Waste treatment of ornamental rocks

This work has as objective or study the re-approval of metallic part and the characterization of oxides present in the granite residue generated in the unfolding stage. For this, were used: magnetic separator, concentrating table and cyclone. After the recovery tests, the product can be used in tests with a higher content of metallic Fe that was taken for the production of briquettes.

Ornamental rock is defined as a natural rock material, submitted to different degrees of improvement (smooth, molded, polished and cut) and used to perform an aesthetic function.

The processing of ornamental rocks involves several stages. The extraction of rocks in the open sky for transformation into blocks is the first of these steps. The second stage is where the blocks unfold or unfold, that is, the blocks are transformed into layers that can have different thicknesses. This stage is also known for its primary benefit (the waste generated in this stage that has been studied). The final stage of processing is the transformation of the plates into the final product, where equipment called polishing machines are used. It is in this stage that polishing, animation, cutting and final finishing of the covers are carried out. An important fact is that the exploration of ornamental rocks, from extraction to finishing, generates an average amount of 40 to 50% of waste.

In the unfolding process (primary processing) the main methods of obtaining the plates are by cutting with blades, diamond disc or diamond wire. In these cutting processes, 25 to 30% of the block ends up becoming waste. This residue consists of water, lime, steel shot and crushed rock. The residues are generally stored in open air places or in some cases, are thrown into rivers without any type of treatment causing silting problems, contaminating river and stream waters and even contaminating natural water reservoirs. Initially, the chemical and physical characterization of the waste was made through chemical analysis, X-ray diffraction, scanning electron microscopy and granulometric analysis.

After characterizing the residue, the processes for the recovery of metallic Fe were initiated, which involved: magnetic separation, concentrating table and cyclonage. The magnetic separation was carried out in three stages: the first, where a high intensity magnetic wet separator was used, where only the remaining magnetic field of the equipment was used. In the second stage, where the magnetic material obtained in the first stage was subjected to a new manual magnetic separation using a rare earth magnet. In the third stage, the magnetic material obtained with the rare earth magnet was subjected to manual magnetic separation with a ferritic magnet.

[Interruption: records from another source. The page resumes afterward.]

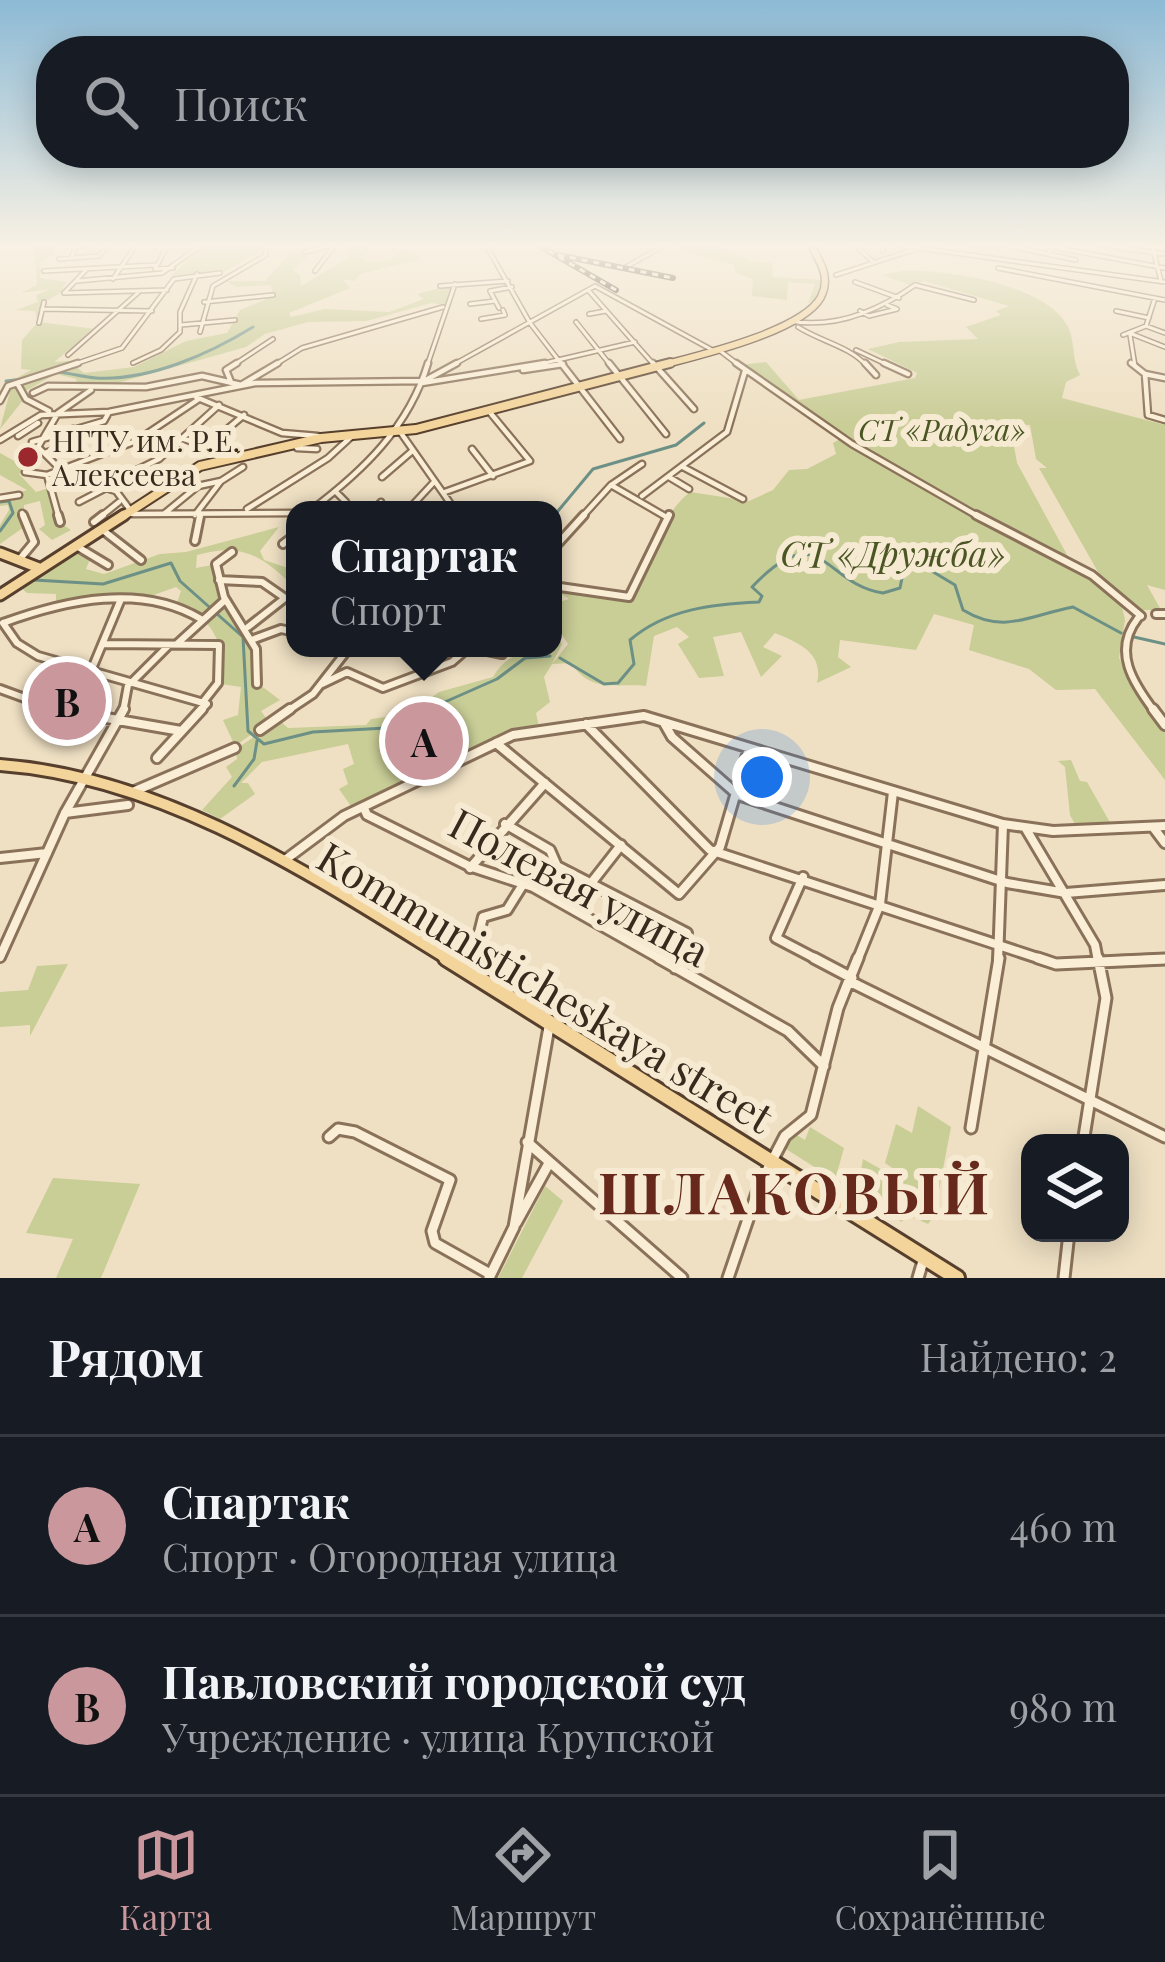 <!DOCTYPE html>
<html lang="ru">
<meta charset="utf-8">
<style>
:root{--surface:#171b24;--page:#20242c;--text:#f1f3f6;--muted:#9ea1a6;--line:#363941;--accent:#ca989c}
body{margin:0;font-family:"Playfair Display",serif;background:var(--page);color:var(--text)}
.controls{position:absolute;right:36px;bottom:36px;display:grid;overflow:hidden;border-radius:24px;box-shadow:0 6px 30px #0003}
.controls button{width:108px;height:108px;display:grid;place-items:center;padding:0;border:0;border-bottom:3px solid var(--line);background:var(--surface);color:var(--text);font:60px sans-serif}
.you{position:absolute;left:762px;top:777px;width:42px;height:42px;margin:-30px;border:9px solid #fff;border-radius:50%;background:#1a73e8;box-shadow:0 0 0 18px #1a73e833}
.badge{display:grid;place-items:center;width:78px;height:78px;border-radius:50%;background:var(--accent);color:#111;font-size:39px;font-weight:700}
.pin{position:absolute;translate:-50% -50%;border:6px solid #fff;box-shadow:0 3px 12px #0006}
.popup{position:absolute;left:286px;top:501px;width:276px;height:156px;box-sizing:border-box;display:grid;place-content:center;border-radius:24px;background:var(--surface);filter:drop-shadow(0 3px 9px #0005);font-size:39px;white-space:nowrap;color:var(--muted)}
.popup b{font-size:45px;color:var(--text)}
.popup::after{content:'';position:absolute;left:50%;top:100%;margin-left:-24px;border:24px solid transparent;border-top-color:var(--surface)}
.list{margin:0;padding:0;list-style:none}
h2{display:flex;justify-content:space-between;align-items:center;height:156px;margin:0;padding:0 48px;font-size:51px}
h2 small{font-size:39px;font-weight:400;color:var(--muted)}
.list li{display:grid;grid-template-columns:78px 1fr auto;gap:36px;align-items:center;box-sizing:border-box;height:180px;padding:0 48px;border-top:3px solid var(--line)}
.list b{display:block;font-size:45px;white-space:nowrap}
.list p{margin:0;font-size:39px;white-space:nowrap;color:var(--muted)}
.list em{font-size:39px;font-style:normal;color:var(--muted)}
.icon{flex:none;width:66px;height:66px;fill:none;stroke:currentColor;stroke-width:2;stroke-linecap:round;stroke-linejoin:round}
.map{position:relative;flex:none;width:1165px;height:1278px;overflow:hidden}
.search{position:absolute;background:var(--surface);box-shadow:0 6px 30px #0003;left:36px;right:36px;top:36px;height:132px;display:flex;align-items:center;gap:30px;box-sizing:border-box;padding:0 42px;border-radius:48px;color:var(--muted);font-size:45px}
.sheet{height:516px;background:var(--surface)}
nav{display:flex;justify-content:space-around;align-items:center;box-sizing:border-box;height:168px;border-top:3px solid var(--line);background:var(--surface);font-size:33px;color:var(--muted)}
nav a{display:grid;justify-items:center;gap:6px}
nav .on{color:var(--accent)}
.map>svg:first-child{display:block}
</style>
<div class="map">
<svg width="1165" height="1278" viewBox="0 0 1165 1278">
<rect width="100%" height="100%" fill="#efe0c3"/>
<!-- green -->
<path fill="#c9cd96" d="M34,245h16l5,9 -14,7 -1,17 27,4 -5,6 5,1 -24,14 -4,19 56,7 -41,33 15,-1 15,12 50,-6 52,-26 41,-8 13,-23 34,-14 -3,-11 -35,2 -10,-6h39l26,-28h20l-18,17 7,5 1,11 47,-28 2,-13h17l2,7 -8,5 6,5 24,-2 10,-10h10l9,9 -60,15 -5,7 -13,-2 8,9 -61,25 2,4 34,-8 64,3 35,-13 -7,-5 35,-9 3,4 -11,16 -13,-2 -64,18 -59,1 -43,12 -19,13 -143,40 -25,-1 -2,-7 -20,-5 -34,19 2,6 -24,30 13,-49 18,-10 -10,-1 1,-29 16,-18 -3,-11 -19,-1 22,-8 -2,-7 14,-6 -29,4 16,-8z
M204,245h57l2,3 -39,24 -52,3z
M716,245l34,16 22,2 1,14 48,3 -4,18 -9,5 7,-19 -27,-2 -1,18 -35,-4 1,-17 -17,-6 -2,-8 -58,-17z
M902,271c43,-2 148,13 167,58 6,15 3,31 11,46l-14,7 -4,16 103,27v165l-18,-5 14,25h-29l-30,-31 -63,-111h8l-11,-9 -6,-34 -20,-1 7,39 55,101 -150,-80 -182,-119 26,-3 33,38 116,-22 2,-5 -49,-24 31,-7 79,-3 -12,-12 35,-12 -5,-4 13,-5 -85,-25 -11,5 -31,-11z
M844,437l197,117 50,22 30,26 4,18 -6,38 24,44 22,26v52l-70,-91 -39,1 -27,-21 -60,-19 5,-25 -40,-11 -18,36 -76,-10 -2,17 13,10 -34,16c7,-30 -18,-40 -42,-50l-12,14 19,9 -21,21 -20,-45 -28,5 11,39 -25,2 -21,-34 11,-7 -12,-10 -23,9 -8,50c-33,-3 -55,7 -75,-23l-19,1 -8,13 6,25 -14,11 3,14 -22,6 -126,62 -13,-1 -25,15 -14,-20 9,-5 -5,-15 11,-5 -6,-20 -86,18 -21,21h7l7,11 -35,25 -18,-9 30,-33 -6,-10 11,-8 -1,-10 43,-29 9,8 78,-3 5,-6 38,-5 30,-22 54,-15c13,-23 35,-29 60,-29v-21l9,17 -10,20 16,-20 -13,-20 -2,-20 16,-5 -16,-11 77,10c23,-36 28,-81 60,-106l59,9 24,-11 16,-20 18,-1 29,-15 -3,-11z
M0,453l27,15 -8,6 17,18 13,-4 13,36 9,6 -19,10 -13,-11 6,-4 -5,-24 -16,4v22l-24,17v-19l9,-15 -1,-5 -8,1v-7l27,-9 -27,-15z
M279,527l-19,24 4,9 27,9 -4,4 8,6v9c-32,-32 -53,-46 -98,-33l-1,13 16,-3c5,46 47,71 44,117l24,18 -19,11 8,11 -34,24 -12,-26 15,-5 3,-28 -20,-3c3,-42 -5,-62 -44,-81l4,-12 -5,-4 -28,10 -92,6v-9l-29,-1 -9,-8 61,-36 11,10 -4,10 18,5 56,-20 26,-2z
M1071,760l9,21 7,1 25,44 -35,2 -7,-13 -5,-48 -7,-6z
M68,964l-38,72v-11l-30,2v-35l28,-2 9,-24z
M918,1106l33,21 -17,89 -6,8 -23,-10 -3,8 -45,-28 6,-35 37,21 1,-6 -16,-11 11,-39 16,9z
M810,1127l34,21 -9,32 -49,-31 6,-17 13,8z
M53,1178l87,6 -39,94h-45l17,-39 -47,-6z
M545,1186l18,15 -41,77h-24z"/>
<g fill="none" stroke-linecap="round" stroke-linejoin="round">
<!-- stream -->
<path stroke="#6c9086" stroke-width="3" d="M57,372c13,1 26,5 39,6 53,3 113,-24 157,-51
M6,381l17,-2
M0,502l9,-1 4,12 -13,18
M553,517l40,-48 83,-24 28,-22
M34,580l69,4 68,-21 9,18 63,56 5,94 16,13 49,-12 73,-4 111,-49 28,-21 25,-2
M553,636v8
M1134,637l31,7
M560,658l44,26 14,-1 16,-19 -4,-24c36,-31 83,-36 129,-38l3,-6 -10,-9c69,-73 71,-3 131,6l17,-5 2,-10 -10,-10 8,-16 55,33 8,25c41,25 67,5 110,-3l48,26
M234,786l20,-27 3,-18"/>
<defs>
<path id="minor-far4" d="M168,245l-13,24 18,-1
M486,245l44,78 33,43
M855,245l18,17
M882,245l1,6
M897,245l268,37
M972,245h23
M1005,245l71,15
M1102,245l63,9
M1152,245l9,36
M305,252l26,-7
M1049,252l3,-5 113,21
M71,258l5,-11 12,-2
M59,259l40,-3 9,-11
M626,267l39,-22
M998,268l167,32
M44,271l112,-6
M315,271l20,-26
M836,275l80,-26
M113,279l23,-34
M174,279l46,-6
M77,281l85,-8 40,-28
M855,282l44,16
M440,286l68,-5
M588,290l67,76
M64,293l103,-3
M64,293l22,-23
M204,302l69,-7
M470,304l25,-3
M499,308l-9,-17 22,-4
M42,309l110,2
M860,311l9,5 28,-7 -10,-4
M1116,311l33,7
M589,314l17,-3
M481,319l24,-4 -2,-5
M790,321c46,8 88,-10 125,-36l59,15
M576,322l35,44
M39,323l5,-21
M181,325l54,-5
M1146,326l19,7
M798,327c24,15 51,19 69,39
M200,332l13,-46 53,-31 -2,-10
M1132,334l33,13
M1123,335l23,-9 9,-28
M1130,335l5,31
M719,350l21,16
M856,350l34,16
M68,355l72,-64
M133,363l28,-13 19,-18v-20l17,-38
M69,366l53,-18 52,-69
M232,366l41,-27
M273,366l29,-18 141,-41
M427,366l28,-82
M451,366l144,-80 119,65
M532,366l103,-24
M551,366l12,-2"/>
<path id="minor-far3" d="M561,363l59,76
M609,363l57,71
M653,363l41,46
M736,363l116,81 129,74
M865,363l11,12
M884,363l24,11
M1131,363l14,11 20,4
M523,370l40,-6
M1145,374l3,41 17,5
M424,381l33,-18
M231,382l-5,-12 11,-7
M17,383l9,16 23,12
M422,383l123,-20
M91,390l-33,23 -20,34 30,30 48,14 15,20
M33,393l15,-7 98,1 56,-11 39,9 37,-22
M196,397l86,36 36,3
M0,401l8,-15 70,-23
M401,433l54,77
M18,436l20,-13
M181,438l45,14
M0,440l41,-25 68,-3 146,-29 168,-2
M32,442l72,-21 5,-9
M301,445l-4,3 20,1
M207,446l37,-31
M472,449l21,27
M45,453l26,-9 2,-15
M642,464l-31,21 57,33
M683,467l60,32
M25,472l22,3 12,43
M47,475l89,-34 63,-42
M382,477l29,-25
M669,477l20,12
M106,485l53,-26 60,-54
M335,491l11,11 -9,8
M445,492l85,-31 -42,-51
M642,496l85,-64 18,-61
M0,498l19,-3
M79,502l25,-13
M247,509l81,-51 24,-22
M311,510c52,-39 98,-83 117,-147
M373,510l8,-8
M408,510l26,-28
M22,513l2,5
M165,513l33,-27 23,-5
M132,514l163,-1
M195,515l26,-34 22,-14
M99,518l20,-16
M581,518l30,-33"/>
<path id="minor-far2" d="M58,515l2,7
M976,515l116,60 49,41
M94,522l9,-7
M104,531l37,29
M195,541l5,-25
M283,544l12,-9
M78,547l30,18
M553,549l31,-34
M232,552l-16,12 8,33 32,52 1,35
M19,560l15,-18 -11,-27
M219,580l43,2 23,16 -37,29
M553,586l76,11 40,-82
M1156,614h9
M1138,618c-26,33 -5,65 17,94
M3,623l14,20 21,13 169,48 -8,8
M3,623c63,-23 138,-40 198,-4
M254,639l27,-10 14,3
M178,643l46,-42
M104,644l115,1 -1,38 -15,19
M473,648l29,6 3,-6
M91,671l30,-72
M131,683l37,-37
M322,684l25,-12 36,16 69,-26 16,-14
M0,689l63,23
M123,712l5,-27
M286,712l27,-18 36,-46"/>
<path id="minor-far1" d="M55,709l126,22
M1153,709l12,16
M664,723l8,14 66,58 269,88 59,10 99,-8
M586,724l124,126 337,111
M260,730l30,-21
M496,743l183,151 41,-47 29,-99
M157,758l45,-49
M135,791l100,-43
M364,808l3,7 102,51 64,21 131,74
M65,813l63,-8
M505,824l45,26 7,16 130,67 -10,28
M1153,827l12,16
M1026,829l69,116 3,16
M0,858l47,-5
M285,860l59,-44 169,-81 131,-19 359,108 50,7 112,-5
M470,868l75,-85
M803,877l-27,61 44,23
M592,882l29,-37
M0,957l65,-144 59,-104
M460,961l18,-24 5,-20 24,-7 15,-24
M857,961l23,-57 13,-112
M998,961l5,-137
M1118,961l47,-2"/>
<path id="minor" d="M659,958l129,73 36,35
M814,958l38,20
M1038,958l18,6 109,-5
M459,963l4,-5
M675,968l3,-10
M851,982l314,155
M971,1128l28,-170
M329,1137l9,-8 17,3 95,48 -18,51 3,12 55,31
M527,1142l155,136
M1083,1143l23,-145 -8,-40
M516,1223l32,-58
M489,1278l25,-51 35,-200
M728,1278l32,-94 25,-48 26,-21 27,-107 20,-50
M918,1278l5,-17
M1064,1278l5,-45"/>
<path id="major-far4" d="M659,366c37,-10 143,-34 162,-69 10,-20 -1,-35 -10,-52"/>
<path id="major-far3" d="M120,518l80,-52 121,-28 95,-9 254,-66"/>
<path id="major-far2" d="M0,553l39,15
M0,595l124,-80"/>
<path id="major-far1" d="M0,765c165,12 313,111 451,196"/>
<path id="major" d="M446,958l511,320"/>
</defs>
<!-- minor-far4 casing -->
<use href="#minor-far4" stroke="#8a7159" stroke-width="6"/>
<!-- minor-far3 casing -->
<use href="#minor-far3" stroke="#8a7159" stroke-width="9"/>
<!-- minor-far2 casing -->
<use href="#minor-far2" stroke="#8a7159" stroke-width="12"/>
<!-- minor-far1 casing -->
<use href="#minor-far1" stroke="#8a7159" stroke-width="14"/>
<!-- minor casing -->
<use href="#minor" stroke="#8a7159" stroke-width="15"/>
<!-- major-far4 casing -->
<use href="#major-far4" stroke="#573f2d" stroke-width="9"/>
<!-- major-far3 casing -->
<use href="#major-far3" stroke="#573f2d" stroke-width="12"/>
<!-- major-far2 casing -->
<use href="#major-far2" stroke="#573f2d" stroke-width="15"/>
<!-- major-far1 casing -->
<use href="#major-far1" stroke="#573f2d" stroke-width="16"/>
<!-- major casing -->
<use href="#major" stroke="#573f2d" stroke-width="20"/>
<!-- minor-far4 -->
<use href="#minor-far4" stroke="#faeed6" stroke-width="3"/>
<!-- minor-far3 -->
<use href="#minor-far3" stroke="#faeed6" stroke-width="4.5"/>
<!-- minor-far2 -->
<use href="#minor-far2" stroke="#faeed6" stroke-width="6"/>
<!-- minor-far1 -->
<use href="#minor-far1" stroke="#faeed6" stroke-width="8"/>
<!-- minor -->
<use href="#minor" stroke="#faeed6" stroke-width="9"/>
<!-- major-far4 -->
<use href="#major-far4" stroke="#f3d49a" stroke-width="6"/>
<!-- major-far3 -->
<use href="#major-far3" stroke="#f3d49a" stroke-width="8"/>
<!-- major-far2 -->
<use href="#major-far2" stroke="#f3d49a" stroke-width="9"/>
<!-- major-far1 -->
<use href="#major-far1" stroke="#f3d49a" stroke-width="10"/>
<!-- major -->
<use href="#major" stroke="#f3d49a" stroke-width="14"/>
<defs>
<path id="rail" d="M538,245l78,45
M558,255l115,23"/>
</defs>
<!-- rail casing -->
<use href="#rail" stroke="#392a1e" stroke-width="6"/>
<!-- rail -->
<use href="#rail" stroke="#f6ebd2" stroke-width="3" stroke-dasharray="6" stroke-linecap="butt"/>
</g>
<!-- sky -->
<linearGradient id="sky" x2="0" y2="1"><stop stop-color="#8dbad5"/><stop offset="0.58" stop-color="#f8f1e4"/><stop offset="1" stop-color="#f8f1e4" stop-opacity="0"/></linearGradient>
<rect width="1165" height="424" fill="url(#sky)"/>
<!-- markers -->
<circle fill="#9a282d" stroke="#f6ebd2" stroke-width="4.5" cx="28" cy="457" r="12"/>
<g text-anchor="middle" dominant-baseline="central" stroke-width="12" stroke-linejoin="round" paint-order="stroke">
<!-- far-park labels -->
<g font-size="30" font-style="italic" fill="#4b5624" stroke="#f6ebd2">
<text x="942" y="429">СТ «Радуга»</text>
</g>
<!-- far-poi labels -->
<g font-size="30" fill="#392a1e" stroke="#f6ebd2" text-anchor="start">
<text x="52" y="440">НГТУ им. Р.Е.<tspan x="52" dy="34">Алексеева</tspan></text>
</g>
<!-- park labels -->
<g font-size="36" font-style="italic" fill="#4b5624" stroke="#f6ebd2">
<text x="893" y="552">СТ «Дружба»</text>
</g>
<!-- near-street labels -->
<g font-size="42" fill="#392a1e" stroke="#f6ebd2">
<text transform="translate(580 886) rotate(28)">Полевая улица</text>
<text transform="translate(546 986) rotate(31)">Kommunisticheskaya street</text>
</g>
<!-- near-district labels -->
<g font-size="57" font-weight="bold" letter-spacing="3" fill="#67291c" stroke="#f6ebd2">
<text x="795" y="1190">ШЛАКОВЫЙ</text>
</g>
</g>
</svg>
<div class="controls">
<button><svg class="icon" aria-label="layers" viewBox="0 0 24 24"><path d="M12 4l9 5-9 5-9-5zM3 14l9 5 9-5"/></svg></button>
</div>
<div class="you"></div>
<div class="pin badge" style="left:424px;top:741px">A</div>
<div class="popup"><b>Спартак</b>Спорт</div>
<div class="pin badge" style="left:67px;top:701px">B</div>
<div class="search"><svg class="icon" aria-label="search" viewBox="0 0 24 24"><circle cx="10" cy="10" r="6"/><path d="M15 15l6 6"/></svg>Поиск</div>
</div>
<section class="sheet">
<h2>Рядом<small>Найдено: 2</small></h2>
<ul class="list">
<li><span class="badge">A</span><div><b>Спартак</b><p>Спорт · Огородная улица</p></div><em>460 m</em></li>
<li><span class="badge">B</span><div><b>Павловский городской суд</b><p>Учреждение · улица Крупской</p></div><em>980 m</em></li>
</ul>
</section>
<nav>
<a class="on"><svg class="icon" aria-label="map" viewBox="0 0 24 24"><path d="M3 6l6-2 6 2 6-2v14l-6 2-6-2-6 2zM9 4v14M15 6v14"/></svg>Карта</a>
<a><svg class="icon" aria-label="directions" viewBox="0 0 24 24"><path d="M12 3l9 9-9 9-9-9zM9 14v-3h6M13 9l2 2-2 2"/></svg>Маршрут</a>
<a><svg class="icon" aria-label="saved" viewBox="0 0 24 24"><path d="M7 4h10v16l-5-4-5 4z"/></svg>Сохранённые</a>
</nav>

In the tests of the concentrating table, variations were made in the inclination of the table, frequency of oscillation and flow of washing water. In the cyclone tests, the varied parameter was the supply pressure. Variations were made in the equipment parameters in order to improve and define the best parameters for the recovery of metallic Fe. After each test, volumetric chemical analysis was performed to determine the metallic Fe content obtained in each product. Due to the results obtained, the magnetic separation method was the one that presented the best results, making it possible to obtain a ferrous concentrate with 93% metallic Fe and a granitic concentrate with 0.6% metallic Fe. In the concentration table tests, the best result was a ferrous concentrate with only 13.7% metallic Fe, and in the cyclone tests it was possible to obtain a product with only 7.2% metallic Fe.

From the ferrous and granitic concentrate obtained in the magnetic separation, the characterization was performed through scanning electron microscopy, X-ray diffraction and granulometric analysis. From the obtained ferrous concentrate, briquettes were produced using 2% hydrated lime as a binder. Green and dry mechanical strength tests were performed on the briquettes produced. A mechanical resistance in green of a maximum of 1.02 kN was obtained and a dry resistance of a maximum of 3.59 kN.